Join Chris Scott, Michael Lindsey, and Dontavius Williams as they host a dynamic cooking demonstration and discussion on the rich history of BBQ in America! This program will be offered virtually and pre-registration is required. We invite you to pay as you wish to support lectures like this and future programs at Stratford Hall.
About the Demonstrators:
A North Carolina native and former football player, Lindsey has been in the kitchen since childhood and says every step along the way has prepared him for this moment. Starting as a line cook post-college, his résumé includes stints at Ruth’s Chris Steak House in Raleigh, The Capital Grill in Baltimore and Matchbox in Richmond prior to joining EAT Restaurant Partners and continuing his culinary dreams. He understands the need for the fine-dining landscape of not just the region, but the country, to change and grow to be more inclusive. Lindsey’s paternal grandmother, Hattie, gave him an early education in the enduring culinary traditions of his Gullah Geechee ancestors, whose foodways paved the way for much of Southern cuisine.

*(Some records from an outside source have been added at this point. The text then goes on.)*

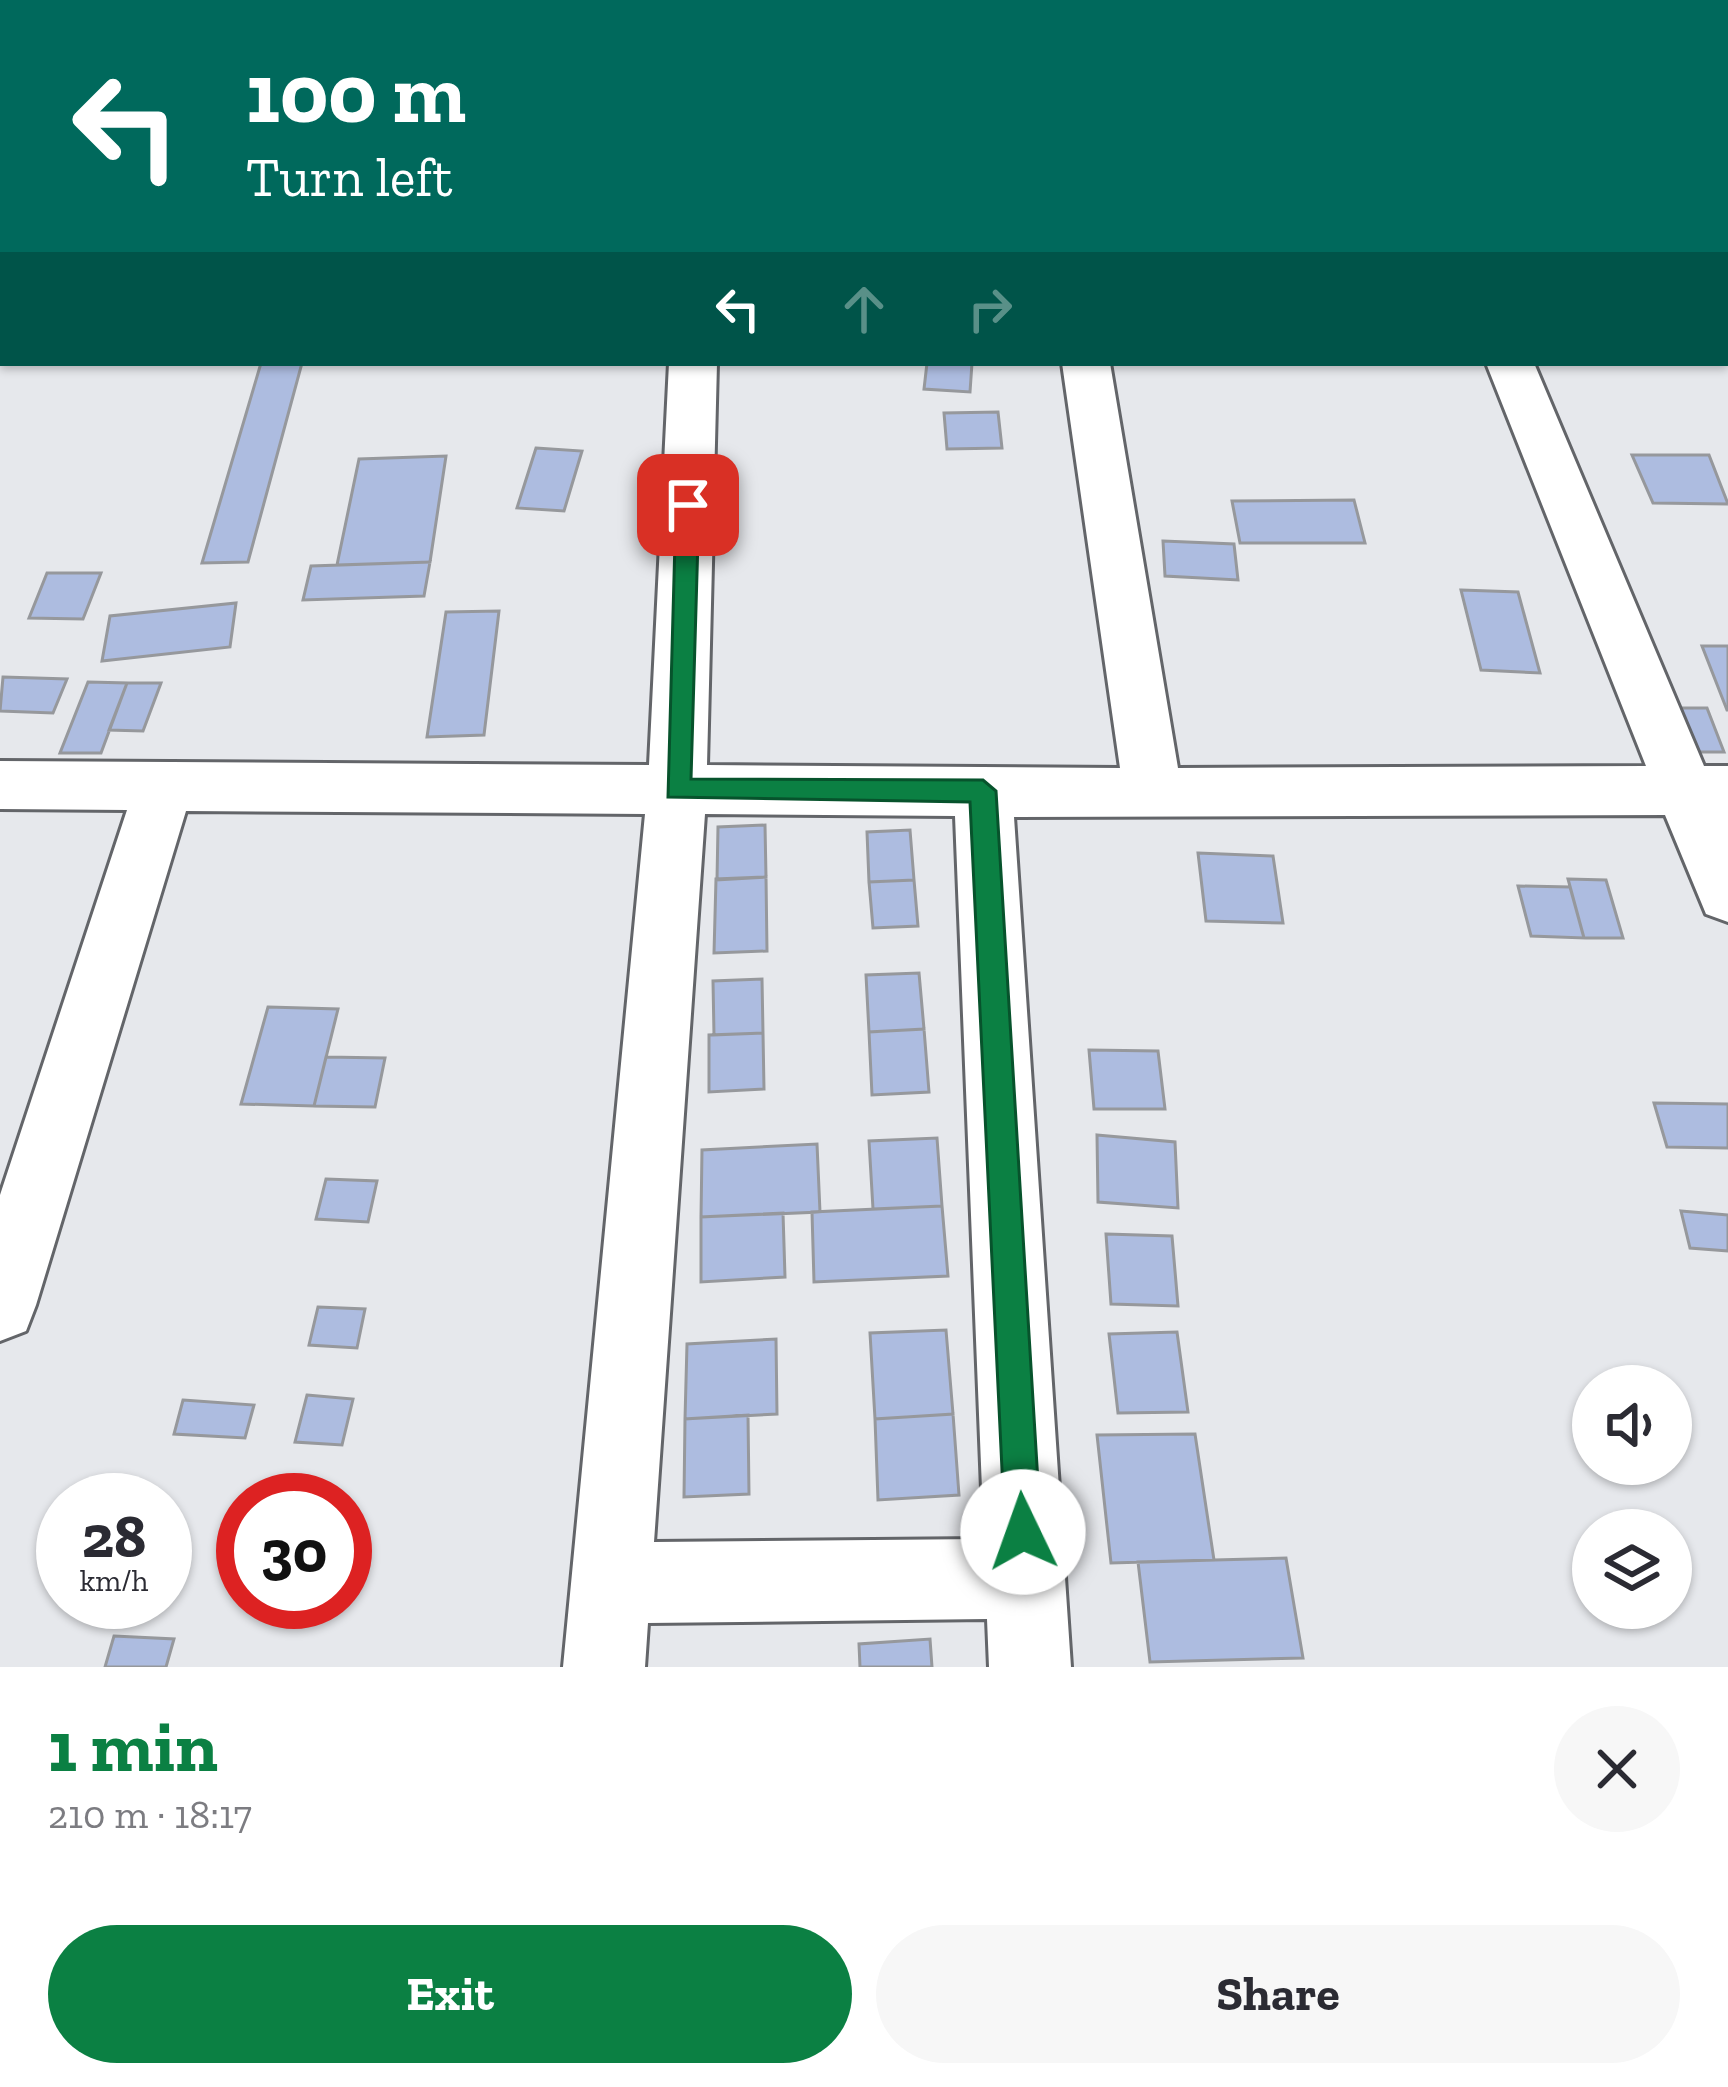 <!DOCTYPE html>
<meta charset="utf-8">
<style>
:root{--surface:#fff;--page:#f7f7f7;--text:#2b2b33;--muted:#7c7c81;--accent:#0b8043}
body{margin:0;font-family:"Zilla Slab",serif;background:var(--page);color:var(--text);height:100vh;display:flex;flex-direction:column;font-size:45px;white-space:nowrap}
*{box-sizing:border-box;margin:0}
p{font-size:39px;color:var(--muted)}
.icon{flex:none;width:66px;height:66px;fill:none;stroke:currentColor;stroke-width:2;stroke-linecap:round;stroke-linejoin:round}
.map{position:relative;height:1667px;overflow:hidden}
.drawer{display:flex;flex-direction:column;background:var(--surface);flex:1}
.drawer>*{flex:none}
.guide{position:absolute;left:0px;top:0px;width:1728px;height:366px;box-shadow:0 3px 9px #0004;background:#00695c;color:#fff;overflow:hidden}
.fabs{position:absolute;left:1572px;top:1365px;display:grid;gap:24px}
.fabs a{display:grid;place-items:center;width:120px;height:120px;border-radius:50%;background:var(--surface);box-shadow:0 3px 9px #0004;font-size:60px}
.speed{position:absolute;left:36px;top:1473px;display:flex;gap:24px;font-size:60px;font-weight:700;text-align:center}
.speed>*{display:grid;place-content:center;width:156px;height:156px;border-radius:50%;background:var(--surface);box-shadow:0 3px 9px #0004;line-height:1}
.speed small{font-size:30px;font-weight:400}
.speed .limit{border:18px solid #d22;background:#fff;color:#111}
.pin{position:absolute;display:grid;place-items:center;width:102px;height:102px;color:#fff;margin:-51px;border-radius:24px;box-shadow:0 6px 18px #0006}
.me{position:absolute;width:132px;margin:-66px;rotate:357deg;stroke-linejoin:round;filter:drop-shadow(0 0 9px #0008)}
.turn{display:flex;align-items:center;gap:42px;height:252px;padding:0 48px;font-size:54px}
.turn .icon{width:156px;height:156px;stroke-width:2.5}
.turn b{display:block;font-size:84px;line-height:102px}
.lanes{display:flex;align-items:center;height:114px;padding:0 48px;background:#0003;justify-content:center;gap:60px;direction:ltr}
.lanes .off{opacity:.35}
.round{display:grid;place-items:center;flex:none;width:126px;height:126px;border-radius:63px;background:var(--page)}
.summary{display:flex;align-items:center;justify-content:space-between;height:204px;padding:0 48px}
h1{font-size:72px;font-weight:800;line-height:90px;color:var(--accent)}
.action{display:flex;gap:24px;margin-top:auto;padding:24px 48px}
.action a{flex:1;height:138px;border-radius:72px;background:var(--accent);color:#fff;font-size:48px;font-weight:800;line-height:138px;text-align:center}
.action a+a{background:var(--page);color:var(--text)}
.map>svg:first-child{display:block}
</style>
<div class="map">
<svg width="1728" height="1667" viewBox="0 0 1728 1667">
<rect width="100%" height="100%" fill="#e6e8ec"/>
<path fill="#adbce0" stroke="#96989c" stroke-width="3" d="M261,363H302L248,562L202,563Z
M927,363H972L970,392L924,389Z
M998,412L1002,448L947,449L944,413Z
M536,448L582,451L564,511L517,508Z
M1632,455H1709L1728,504L1653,503Z
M446,456L430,562L337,565L359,459Z
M1354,500L1365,543H1240L1232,501Z
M1163,541L1234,544L1238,580L1165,576Z
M430,562L424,596L303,600L311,566Z
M47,573H101L83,619L29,618Z
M1461,590L1518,592L1540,673L1481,670Z
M236,603L230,647L102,661L110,616Z
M499,611L484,735L427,737L446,612Z
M1702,646H1728V710H1727Z
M3,677L67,679L53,713L0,711Z
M88,682L127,683L101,753H60Z
M127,683H161L143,731L109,730Z
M1667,708H1707L1724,752H1684Z
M765,825L766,877L717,880L718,827Z
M910,830L914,880L869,882L867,832Z
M1198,853L1273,856L1283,923L1206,921Z
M766,877L767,951L714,953L716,879Z
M1568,879L1606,880L1623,938H1584Z
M914,880L918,926L873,928L869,882Z
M1518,886L1570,887L1584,938L1531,936Z
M919,973L924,1029L869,1032L866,975Z
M762,979L763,1033L714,1035L713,981Z
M268,1007L338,1009L314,1106L241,1104Z
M924,1029L929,1092L872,1095L869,1032Z
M763,1033L764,1089L709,1092V1035Z
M1089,1050L1158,1051L1165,1109H1094Z
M326,1057L385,1058L375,1107L314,1106Z
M1654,1103L1728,1104V1148L1667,1147Z
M1097,1135L1175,1142L1178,1208L1098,1202Z
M937,1138L942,1206L873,1209L869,1141Z
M817,1144L820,1212L701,1217L702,1150Z
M326,1179L377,1181L368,1222L316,1219Z
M942,1206L948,1276L814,1282L812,1212Z
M1681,1211L1728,1215V1251L1690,1248Z
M783,1213L785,1277L701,1282V1217Z
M1106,1234L1172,1236L1178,1306L1111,1304Z
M318,1307L365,1309L357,1348L309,1345Z
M946,1330L953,1414L875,1419L870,1333Z
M1177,1332L1188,1412L1118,1413L1109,1334Z
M776,1339L777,1414L685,1419L687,1344Z
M307,1395L353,1399L342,1445L295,1442Z
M183,1400L254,1405L245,1438L174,1434Z
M953,1414L959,1495L878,1500L875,1419Z
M748,1415L749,1494L684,1497L685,1419Z
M1195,1434L1214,1560L1111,1563L1097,1435Z
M1286,1558L1303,1658L1150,1662L1138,1562Z
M114,1636L174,1639L166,1667H105Z
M930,1639L932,1667H860L859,1644Z"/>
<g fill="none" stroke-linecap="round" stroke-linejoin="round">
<defs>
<path id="minor" d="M687,0H725V3H687Z
M1011,0H1049V3H1011Z
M1342,0H1380L1381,3H1343Z
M1661,0H1699L1701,3H1663Z
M1725,59L1728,60V88L1725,87Z
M669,363H717L707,765L1120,768L1062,363H1110L1178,768L1646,766L1486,363H1534L1704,766H1728V922L1706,914L1665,815L1014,817L1071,1667H989L987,1619L648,1623L645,1667H563L645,814L186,811L36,1305L26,1331L0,1341V1195L127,810L0,809V761L649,765ZM705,814L955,816L984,1539L654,1542Z"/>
</defs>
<use href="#minor" stroke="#636569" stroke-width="6"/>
<use href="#minor" fill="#fff" fill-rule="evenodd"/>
</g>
<path fill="#0b8043" stroke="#07532c" stroke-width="3" d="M688,497L699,505L691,779L983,780L996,791L1041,1532L1036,1545L1023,1550L1010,1545L1005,1532L970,802L668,797L676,505Z"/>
</svg>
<div class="fabs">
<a><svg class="icon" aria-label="sound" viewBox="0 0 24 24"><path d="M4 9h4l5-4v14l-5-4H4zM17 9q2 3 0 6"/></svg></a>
<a><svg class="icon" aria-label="layers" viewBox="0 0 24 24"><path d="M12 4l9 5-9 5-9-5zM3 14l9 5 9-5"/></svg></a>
</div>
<div class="speed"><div>28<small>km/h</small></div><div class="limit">30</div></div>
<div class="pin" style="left:688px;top:505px;background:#d93025"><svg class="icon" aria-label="arrive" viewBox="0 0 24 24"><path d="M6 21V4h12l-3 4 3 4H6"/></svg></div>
<svg class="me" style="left:1023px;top:1532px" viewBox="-20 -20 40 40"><circle r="19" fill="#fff"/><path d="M0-13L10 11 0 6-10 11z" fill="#0b8043"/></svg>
<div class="guide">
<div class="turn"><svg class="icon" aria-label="left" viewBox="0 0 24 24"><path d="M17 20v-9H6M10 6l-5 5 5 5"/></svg><div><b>100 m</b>Turn left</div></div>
<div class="lanes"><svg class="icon" aria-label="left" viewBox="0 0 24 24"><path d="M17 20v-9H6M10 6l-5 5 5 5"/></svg><svg class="icon off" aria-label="ahead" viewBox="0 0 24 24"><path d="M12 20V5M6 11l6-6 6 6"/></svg><svg class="icon off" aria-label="right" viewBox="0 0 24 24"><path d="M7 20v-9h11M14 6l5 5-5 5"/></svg></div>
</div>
</div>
<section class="drawer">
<div class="summary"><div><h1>1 min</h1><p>210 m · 18:17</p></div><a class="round"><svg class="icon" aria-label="close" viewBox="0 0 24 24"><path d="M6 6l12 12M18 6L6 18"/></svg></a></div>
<div class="action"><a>Exit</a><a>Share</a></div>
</section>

With over 30 years of professional experience, Chris Scott has cooked in five diamond restaurants like Charlie Trotter’s, Lespinasse and Le Bec Fin. He has been featured in notable publications like Food and Wine Magazine, The New York Times, Brooklyn Magazine, Elle Japan, and the mini magazines in the chair pocket of United Airline flights. He shares what sets him apart is how he pays respect to the craft and the culture of cooking “I don’t try to upstage the food that I prepare, it is and will always be about the food. I am just someone that holds the torch proudly while I’m still able to do my thing.”
One of the most notable aspects of his career is having the platform and the ability to inspire young cooks and individuals across this country. He hosted several events at the James Beard Foundation including the very first Juneteenth Day event co-hosted with other fabulous chefs of color. He was a finalist on Bravo TV’s Top Chef season 15, an experience that completely changed his life, and most recently, finished as the runner up on “The Great Soul Food Cookoff” produced by the Oprah Winfrey Network. He is currently writing his first cookbook, published by Chronicle Books (due out in Spring 2022), He also teaches at the Institute of Culinary Education and his TV work includes Epicurious, Bon Appetit, Tostitos, Wisconsin Cheese, NFL Sports, Omaha Steaks and other major companies.
A proud graduate of Clinton College, an HBCU in Rock Hill, SC, and the founder and CEO of The Chronicles of Adam. He is also the resident historical foodways interpreter at Stratford Hall. For over a decade, Dontavius has dedicated his life to the field of Public History, through storytelling, interpretation, and consulting. His work was featured in the PBS documentary “Slavery and the Making of America” and the PBS program “Making it Grow,”among others. Recently, he launched a signature kitchen pepper spice blend, called Adam’s Kitchen Pepper, which is available on his website. Dontavius is a resident historical interpreter and hearth cook at Stratford Hall where he honors enslaved chef Caesar through his interpretation.